======== Extracted data

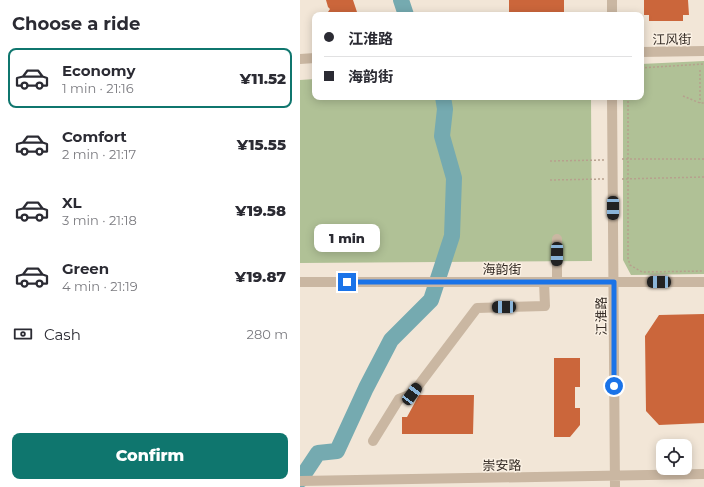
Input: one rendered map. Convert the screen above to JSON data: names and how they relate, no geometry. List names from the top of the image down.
{
  "streets": {
    "street": [
      "江风街",
      "海韵街",
      "江淮路",
      "崇安路"
    ]
  },
  "crossings": [
    ["海韵街", "江淮路"],
    ["江淮路", "崇安路"]
  ],
  "page": {
    "heading": "Choose a ride",
    "banner": ["江淮路", "海韵街"],
    "list": [
      {
        "name": "Economy",
        "note": "1 min · 21:16",
        "value": "¥11.52"
      },
      {
        "name": "Comfort",
        "note": "2 min · 21:17",
        "value": "¥15.55"
      },
      {
        "name": "XL",
        "note": "3 min · 21:18",
        "value": "¥19.58"
      },
      {
        "name": "Green",
        "note": "4 min · 21:19",
        "value": "¥19.87"
      }
    ],
    "bubble": "1 min",
    "pay": ["Cash", "280 m"],
    "buttons": "Confirm"
  }
}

================

| What needs to be done |
Where an entry holds an image, drop the image and copy the remaining text exactly.

| Answer section |
Input: one rendered map. Convert the screen above to JSON data: names and how they relate, no geometry. List names from the top of the image down.
{
  "streets": {
    "street": [
      "江风街",
      "海韵街",
      "江淮路",
      "崇安路"
    ]
  },
  "crossings": [
    ["海韵街", "江淮路"],
    ["江淮路", "崇安路"]
  ],
  "page": {
    "heading": "Choose a ride",
    "banner": ["江淮路", "海韵街"],
    "list": [
      {
        "name": "Economy",
        "note": "1 min · 21:16",
        "value": "¥11.52"
      },
      {
        "name": "Comfort",
        "note": "2 min · 21:17",
        "value": "¥15.55"
      },
      {
        "name": "XL",
        "note": "3 min · 21:18",
        "value": "¥19.58"
      },
      {
        "name": "Green",
        "note": "4 min · 21:19",
        "value": "¥19.87"
      }
    ],
    "bubble": "1 min",
    "pay": ["Cash", "280 m"],
    "buttons": "Confirm"
  }
}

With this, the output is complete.